- [The problem]:
With the pictures left out, transcribe exactly the lines from the one with "Instruction: Transcribe the" through the end of the data.

- [Task material]:
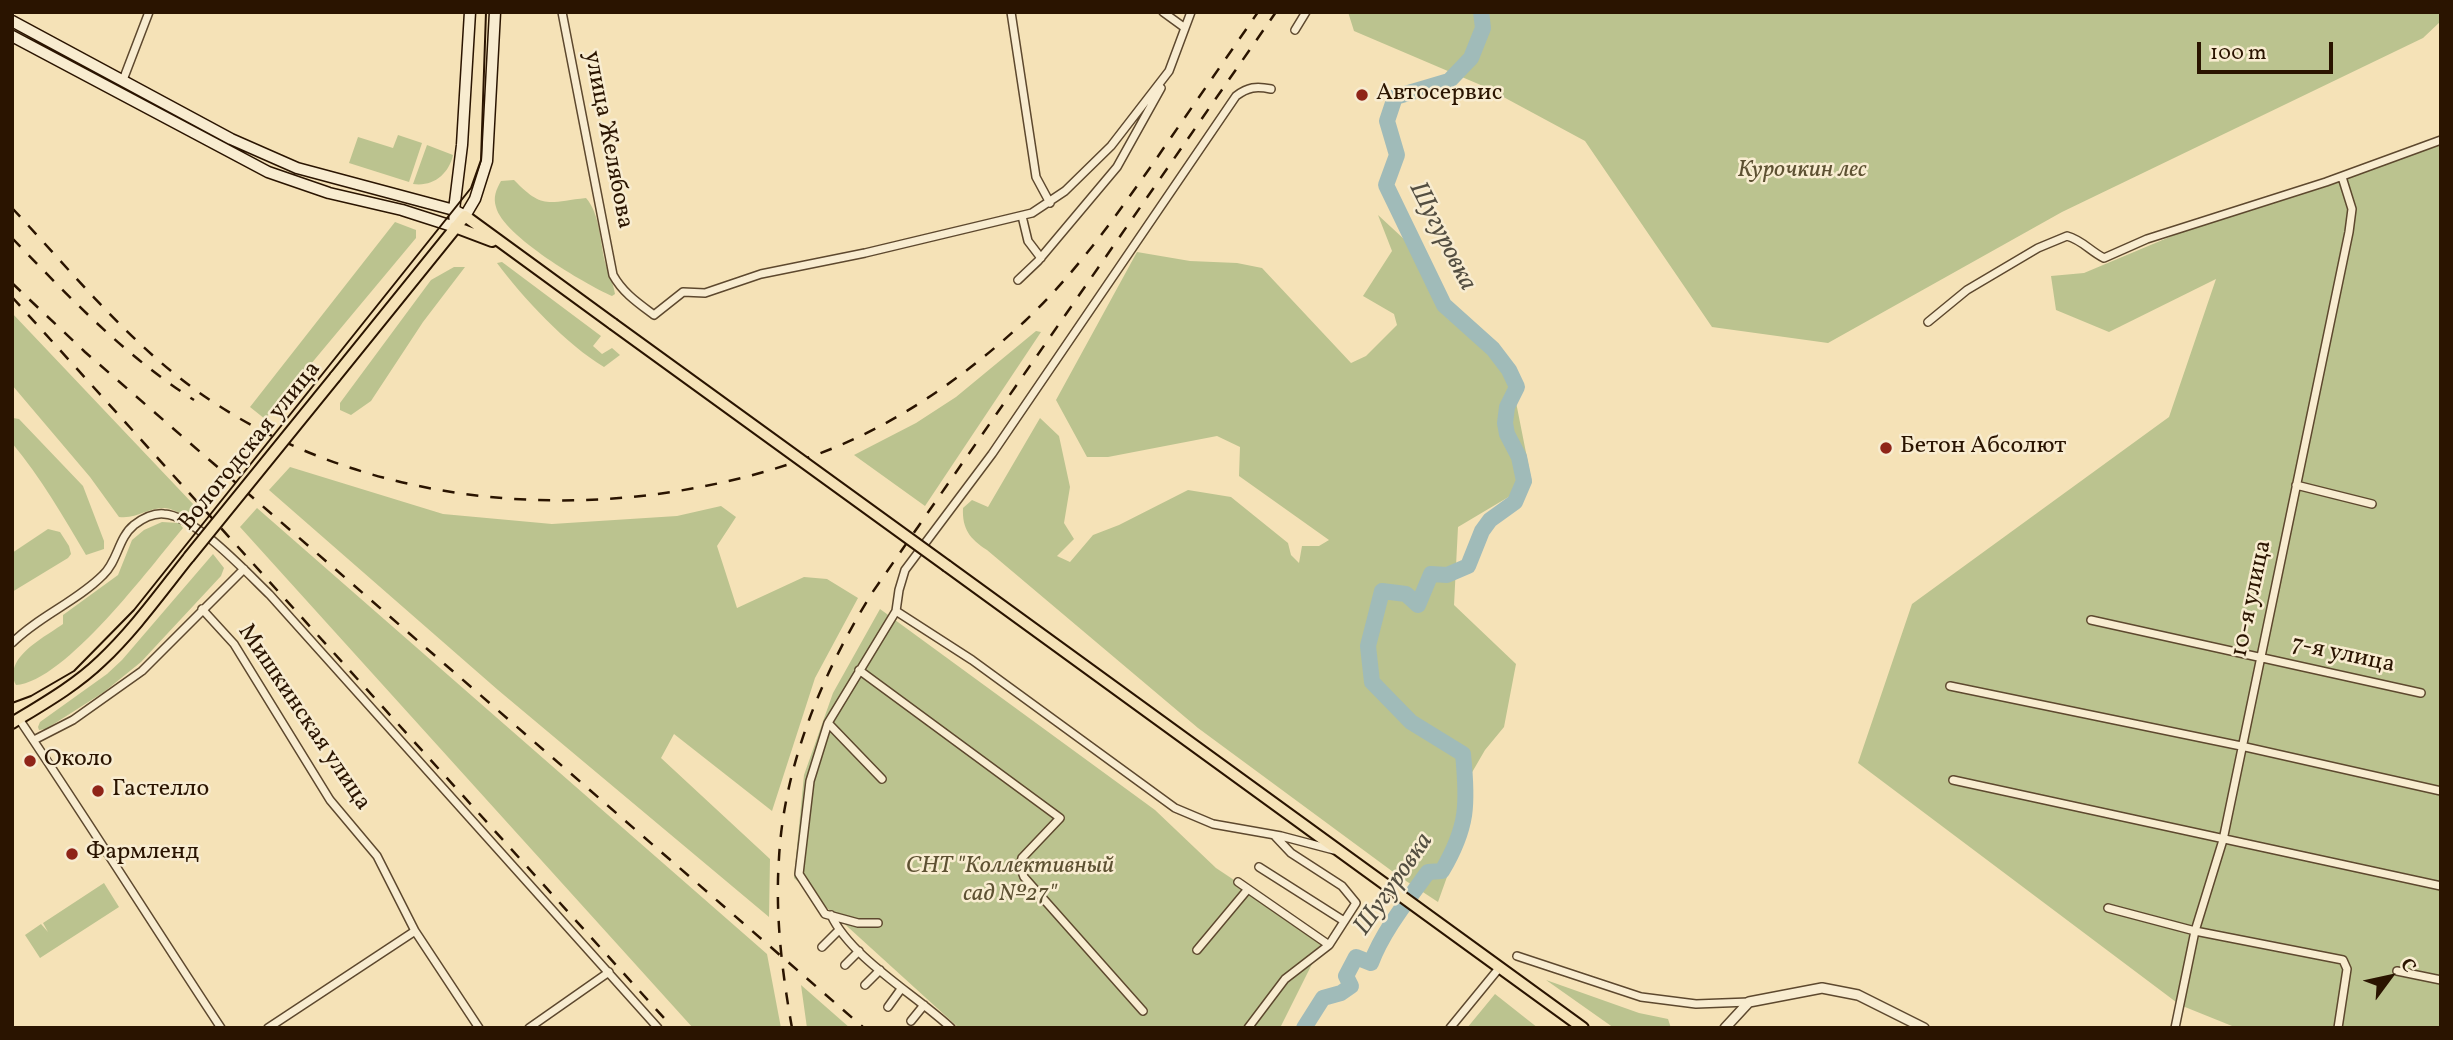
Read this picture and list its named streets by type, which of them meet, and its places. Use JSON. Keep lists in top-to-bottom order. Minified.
{"streets":{"main road":["Вологодская улица"],"street":["улица Желябова","10-я улица","7-я улица","Мишкинская улица"]},"crossings":[["10-я улица","7-я улица"]],"water":["Шугуровка"],"parks":["Курочкин лес","СНТ \"Коллективный сад №27\""],"places":["Автосервис","Бетон Абсолют","Около","Гастелло","Фармленд"],"scale_bar":"100 m","north":"top right"}
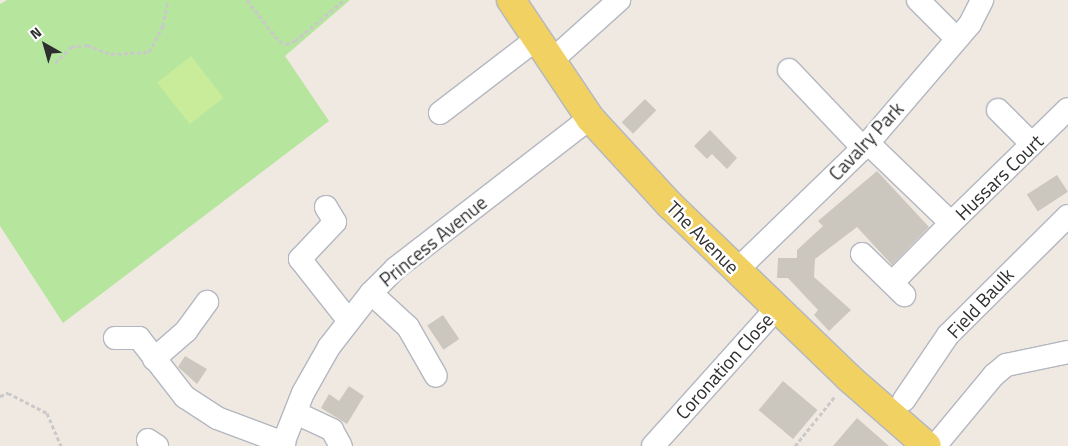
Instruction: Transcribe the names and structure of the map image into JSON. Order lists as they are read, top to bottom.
{
  "streets": {
    "main road": ["The Avenue"],
    "street": [
      "Cavalry Park",
      "Hussars Court",
      "Princess Avenue",
      "Field Baulk",
      "Coronation Close"
    ]
  },
  "crossings": [
    ["Cavalry Park", "Hussars Court"],
    ["Cavalry Park", "The Avenue"],
    ["The Avenue", "Princess Avenue"],
    ["The Avenue", "Coronation Close"]
  ],
  "north": "top left"
}
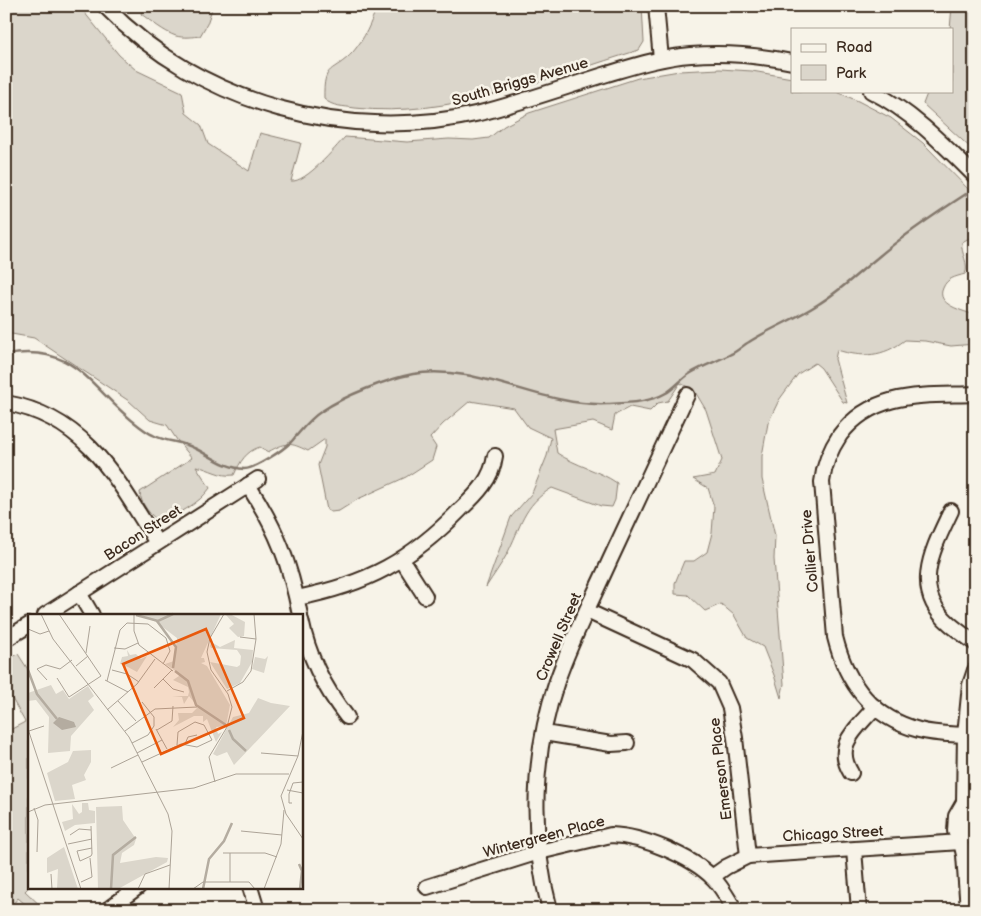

- [Response]:
Instruction: Transcribe the names and structure of the map image into JSON. Order lists as they are read, top to bottom.
{
  "streets": {
    "main road": ["The Avenue"],
    "street": [
      "Cavalry Park",
      "Hussars Court",
      "Princess Avenue",
      "Field Baulk",
      "Coronation Close"
    ]
  },
  "crossings": [
    ["Cavalry Park", "Hussars Court"],
    ["Cavalry Park", "The Avenue"],
    ["The Avenue", "Princess Avenue"],
    ["The Avenue", "Coronation Close"]
  ],
  "north": "top left"
}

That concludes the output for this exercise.